News blog: what it is like to study in a Chinese university

Having attended classes in Shanghai for a year, David Matthews returns a little more sceptical about education in the country

September 9, 2015
Student reads before National Entrance Examination for Postgraduate (NEEP)

If any particularly observant readers noticed that my byline disappeared from Times Higher Education around this time a year ago, I can now reveal why. I spent this past year in Shanghai Jiao Tong University learning Mandarin Chinese, which, apart from helping me learn my 的 from my 地 and my 得, put me back in the very place that I’ve been reporting on for these past few years: university.

Specifically, the year gave me a first-hand peek into Chinese education, often an object of envy and fascination in the West. Every year Chinese universities seem to ascend up the world rankings, while such is the perceived excellence of schooling there that the BBC recently sent a team to film Chinese teachers trying to turn around a Hampshire comprehensive through China-style 7 am starts, copious note-taking and tracksuits for pupils.

But when I mentioned this Western admiration for China’s education system to anyone who had actually been through it, the response was usually one of bafflement. No one that I spoke to remembered their schooling with much fondness; instead, they recalled a tedious diet of rote learning and a heavily propagandised history curriculum.

Chinese friends were also deeply cynical about their university experiences. One described Chinese undergraduates as like “animals released from the zoo” – having passed the ultra-high stakes gao kao exam, students simply coast through university, their intrinsic interest in learning crushed by the extreme pressure of school. This same friend also knew a contemporary who, having failed the gao kao, had bribed her way into a middle-ranking institution for the equivalent of £2,000.

Another, studying at a prestigious university in Shanghai, had to sit what were called “open book exams” – in other words, students were allowed to take their books into the exam hall, and the test was simply a long exercise in copying them out.  

I experienced these rather suspect academic standards up close. In preparation for a multiple choice listening exam, our class was told that if in doubt, choose “C”. And, lo and behold, “C” turned out to be the right answer a suspiciously high number of times.

Having written about international students being treated as “cash cows” in the UK, I couldn’t help but feel that I was experiencing the story first hand. Students learning Chinese were barred from the library on account of there being too many of us. Tuition fees were still low (at about £2,000 a year) but with class sizes of more than 20, it was hard to know exactly where all this money was going.

Our teachers varied hugely in quality: some were excellent, possessing seemingly inexhaustible reserves of friendly patience when faced with our incomprehension. But another found it so difficult to answer our questions that she offered a tearful apology to the whole class.

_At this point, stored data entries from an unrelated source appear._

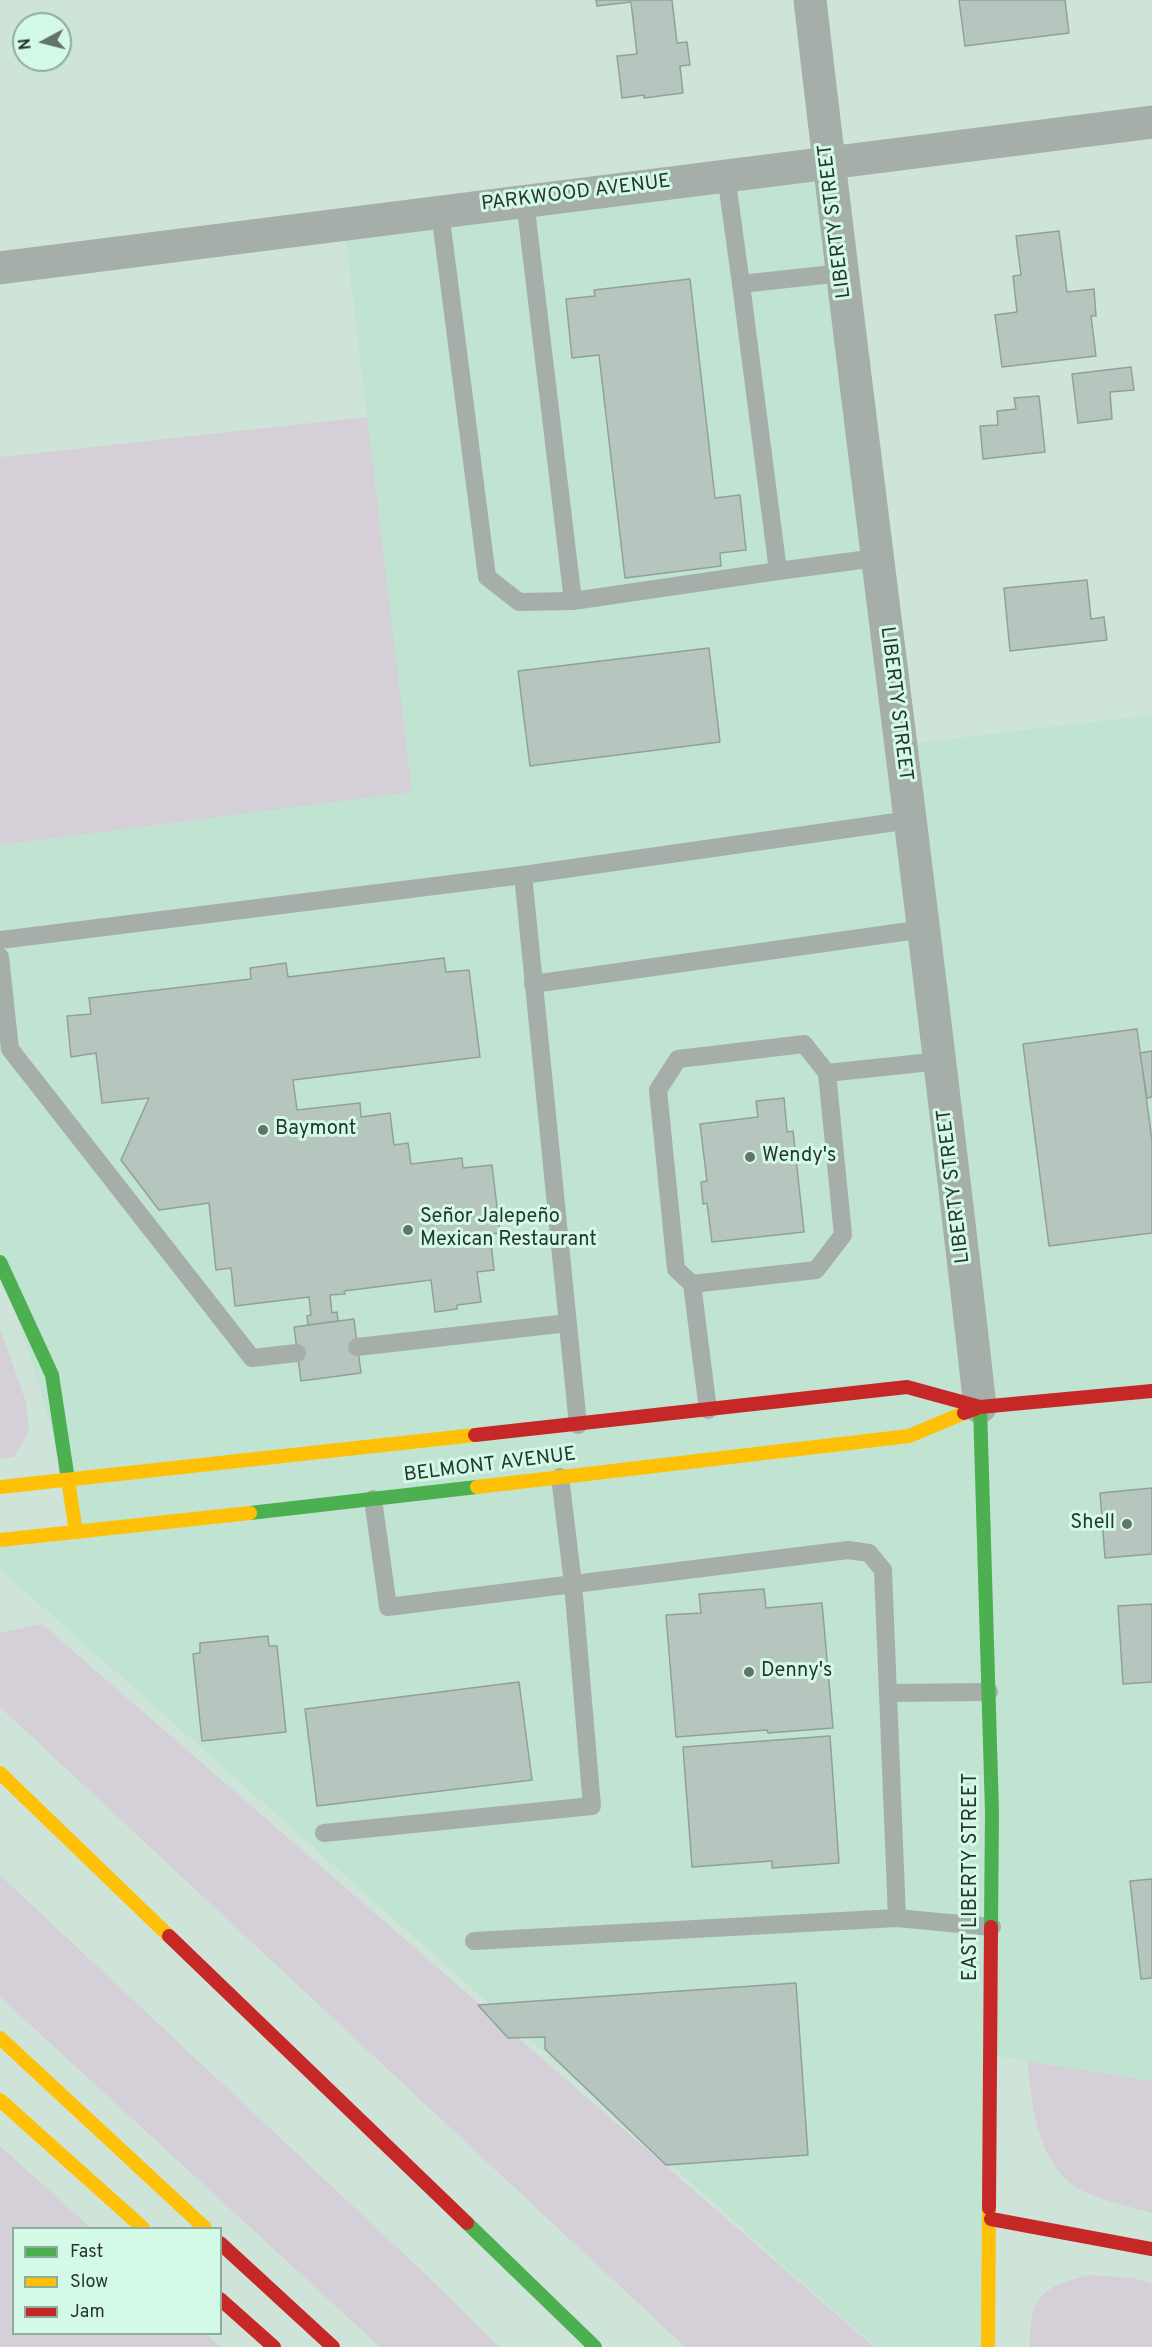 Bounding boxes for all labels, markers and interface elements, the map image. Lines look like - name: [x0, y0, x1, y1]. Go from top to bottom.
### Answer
- north arrow: [12, 12, 72, 72]
- text: N: [15, 37, 37, 51]
- street label: LIBERTY STREET: [815, 142, 857, 300]
- street label: PARKWOOD AVENUE: [480, 170, 672, 218]
- street label: LIBERTY STREET: [874, 625, 916, 783]
- street label: LIBERTY STREET: [934, 1107, 976, 1265]
- place label: Baymont: [275, 1118, 356, 1142]
- marker: Baymont: [256, 1123, 270, 1137]
- place label: Wendy's: [762, 1145, 836, 1169]
- marker: Wendy's: [743, 1150, 757, 1164]
- place label: Señor Jalepeño Mexican Restaurant: [420, 1206, 597, 1253]
- marker: Señor Jalepeño Mexican Restaurant: [401, 1223, 415, 1237]
- street label: BELMONT AVENUE: [403, 1444, 577, 1488]
- place label: Shell: [1070, 1512, 1115, 1536]
- marker: Shell: [1120, 1517, 1134, 1531]
- place label: Denny's: [761, 1660, 832, 1684]
- marker: Denny's: [742, 1665, 756, 1679]
- street label: EAST LIBERTY STREET: [960, 1773, 984, 1981]
- legend: [12, 2227, 222, 2335]
- text: Fast: [70, 2241, 103, 2264]
- text: Slow: [70, 2271, 108, 2294]
- text: Jam: [70, 2301, 105, 2324] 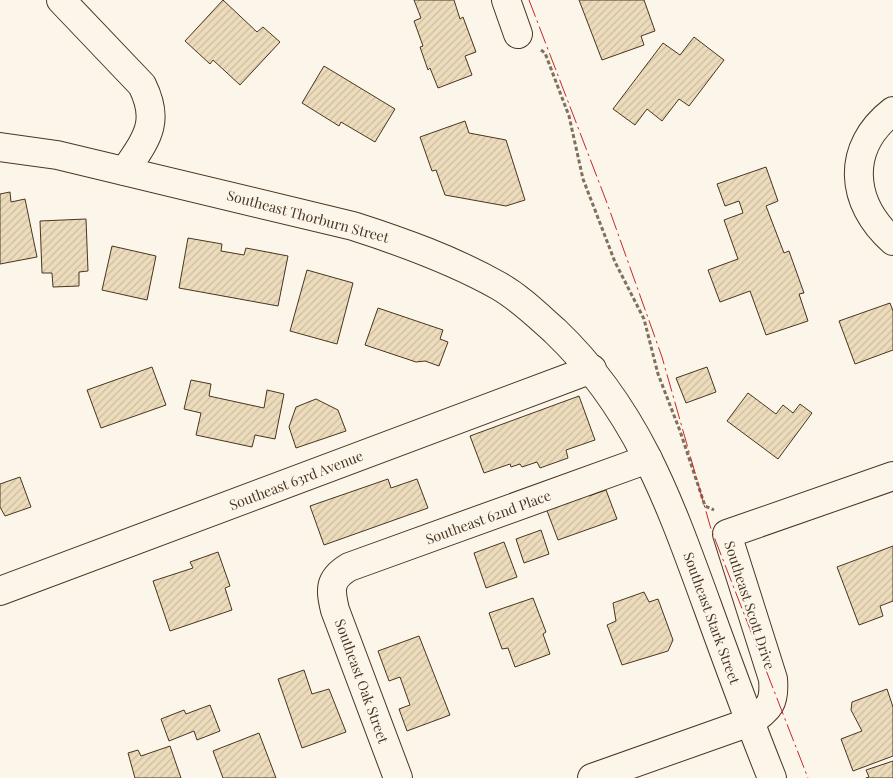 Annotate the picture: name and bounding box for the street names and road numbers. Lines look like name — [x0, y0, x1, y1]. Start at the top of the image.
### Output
street label: Southeast Thorburn Street — [225, 185, 392, 247]
street label: Southeast 63rd Avenue — [226, 446, 366, 514]
street label: Southeast 62nd Place — [423, 486, 553, 548]
street label: Southeast Scott Drive — [720, 538, 780, 672]
street label: Southeast Stark Street — [679, 549, 745, 688]
street label: Southeast Oak Street — [331, 616, 394, 747] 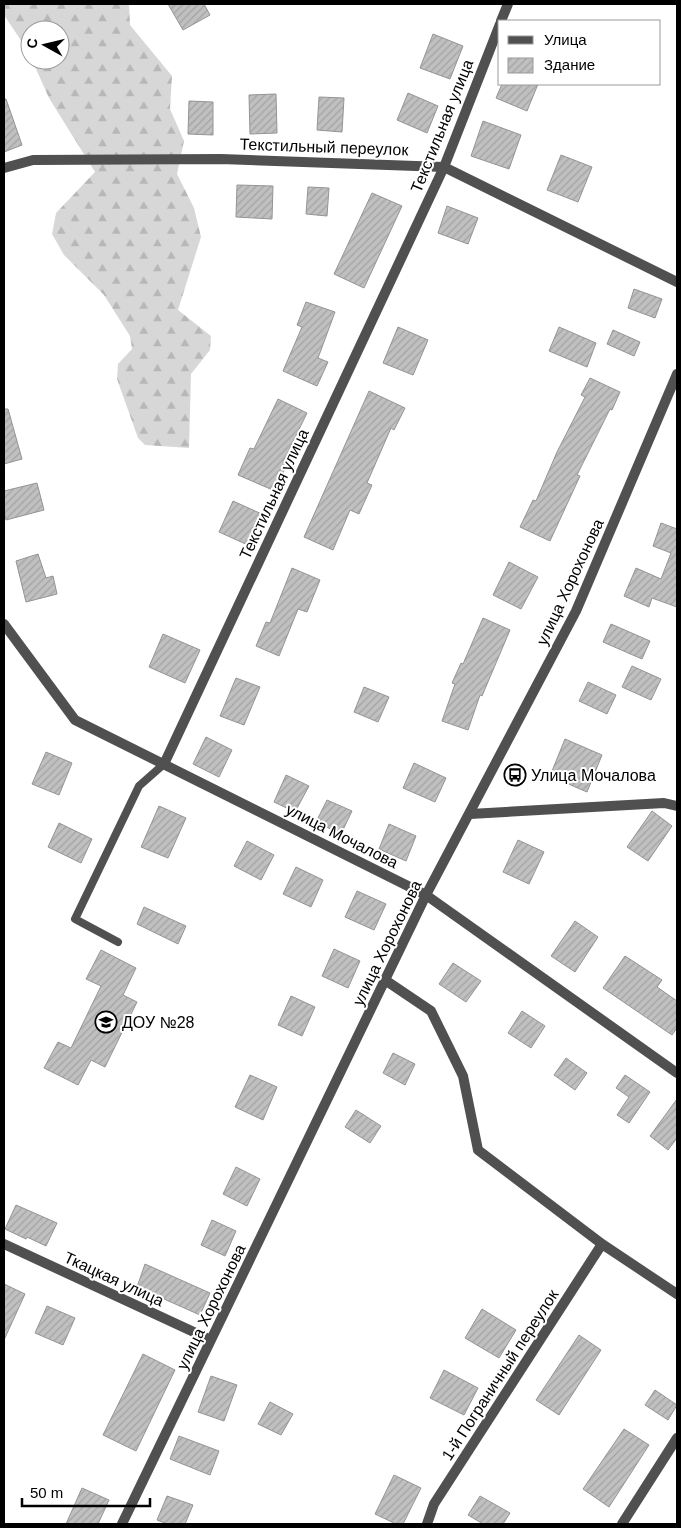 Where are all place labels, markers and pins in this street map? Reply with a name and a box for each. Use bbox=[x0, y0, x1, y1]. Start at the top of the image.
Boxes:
bus stop icon: Улица Мочалова bbox=[503, 763, 527, 787]
place label: Улица Мочалова bbox=[531, 767, 656, 784]
school or university icon: ДОУ №28 bbox=[94, 1010, 118, 1034]
place label: ДОУ №28 bbox=[122, 1014, 195, 1031] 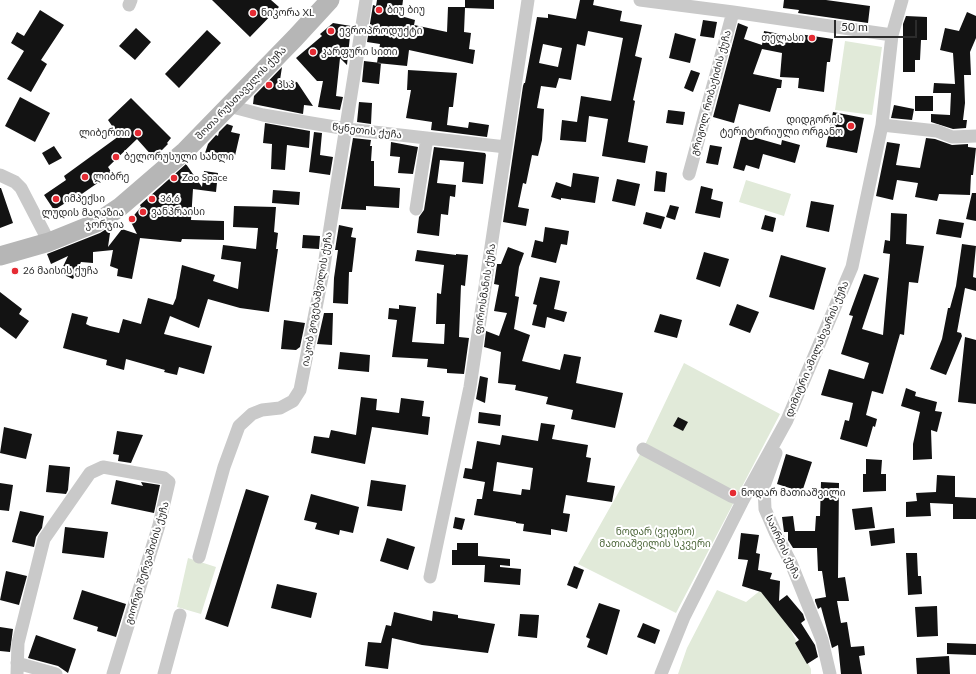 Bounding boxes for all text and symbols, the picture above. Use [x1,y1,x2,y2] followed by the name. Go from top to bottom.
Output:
[387,4,425,16] place label: ბიუ ბიუ
[374,5,384,15] marker: ბიუ ბიუ
[261,7,314,19] place label: ნიკორა XL
[248,8,258,18] marker: ნიკორა XL
[836,12,919,38] scale bar
[841,19,868,34] text: 50 m
[339,25,423,37] place label: ევროპროდუქტი
[326,26,336,36] marker: ევროპროდუქტი
[688,29,734,157] street label: გრიგოლ რობაქიძის ქუჩა
[761,32,804,44] place label: თელასი
[807,33,817,43] marker: თელასი
[193,44,289,142] street label: შოთა რუსთაველის ქუჩა
[321,46,397,58] place label: კარფური სითი
[308,47,318,57] marker: კარფური სითი
[277,79,295,91] place label: პსპ
[264,80,274,90] marker: პსპ
[720,114,843,138] place label: დიდგორის ტერიტორიული ორგანო
[331,121,403,141] street label: წყნეთის ქუჩა
[846,121,856,131] marker: დიდგორის ტერიტორიული ორგანო
[79,127,130,139] place label: ლიბერთი
[133,128,143,138] marker: ლიბერთი
[124,151,234,163] place label: ბელორუსული სახლი
[111,152,121,162] marker: ბელორუსული სახლი
[93,171,129,183] place label: ლიბრე
[80,172,90,182] marker: ლიბრე
[182,172,228,184] place label: Zoo Space
[169,173,179,183] marker: Zoo Space
[64,193,105,205] place label: იმპექსი
[160,193,180,205] place label: 36.6
[51,194,61,204] marker: იმპექსი
[147,194,157,204] marker: 36.6
[151,206,205,218] place label: ვანპრაისი
[42,207,124,230] place label: ლუდის მაღაზია ჯორჯია
[138,207,148,217] marker: ვანპრაისი
[127,214,137,224] marker: ლუდის მაღაზია ჯორჯია
[299,231,335,367] street label: იაკობ გოგებაშვილის ქუჩა
[472,243,498,335] street label: ფიროსმანის ქუჩა
[23,265,98,277] place label: 26 მაისის ქუჩა
[10,266,20,276] marker: 26 მაისის ქუჩა
[783,279,851,419] street label: დიმიტრი ამილახვარის ქუჩა
[741,487,845,499] place label: ნოდარ მათიაშვილი
[728,488,738,498] marker: ნოდარ მათიაშვილი
[123,500,171,626] street label: გიორგი შერვაშიძის ქუჩა
[763,513,803,581] street label: საირმის ქუჩა
[599,526,711,550] park label: ნოდარ (ვეფხო) მათიაშვილის სკვერი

Either way, both belied the stereotype: none of our teachers demanded excessive rote learning, and usually welcomed our questions.

While I was abroad, I interviewed Yong Zhao, a Chinese-born professor at the University of Oregon’s College of Education, who has been arguing for years that the West should stop idolising the Chinese education system. The West oscillates between periods of Sinophilia and Sinophobia, Zhao argues in his book Who’s Afraid of the Big Bad Dragon: Why China Has the Best (and Worst) Education System in the World (2014).

He believes that the past decade has been one of excessive Sinophilia, particular in regard to education, and we should look more rationally at what does and doesn’t work in China’s system. Having experienced it for myself, his conclusions seem apt.   

In tomorrow's Times Higher Education, David Matthews reports from Hong Kong on academic freedom. It will appear online in the Features section.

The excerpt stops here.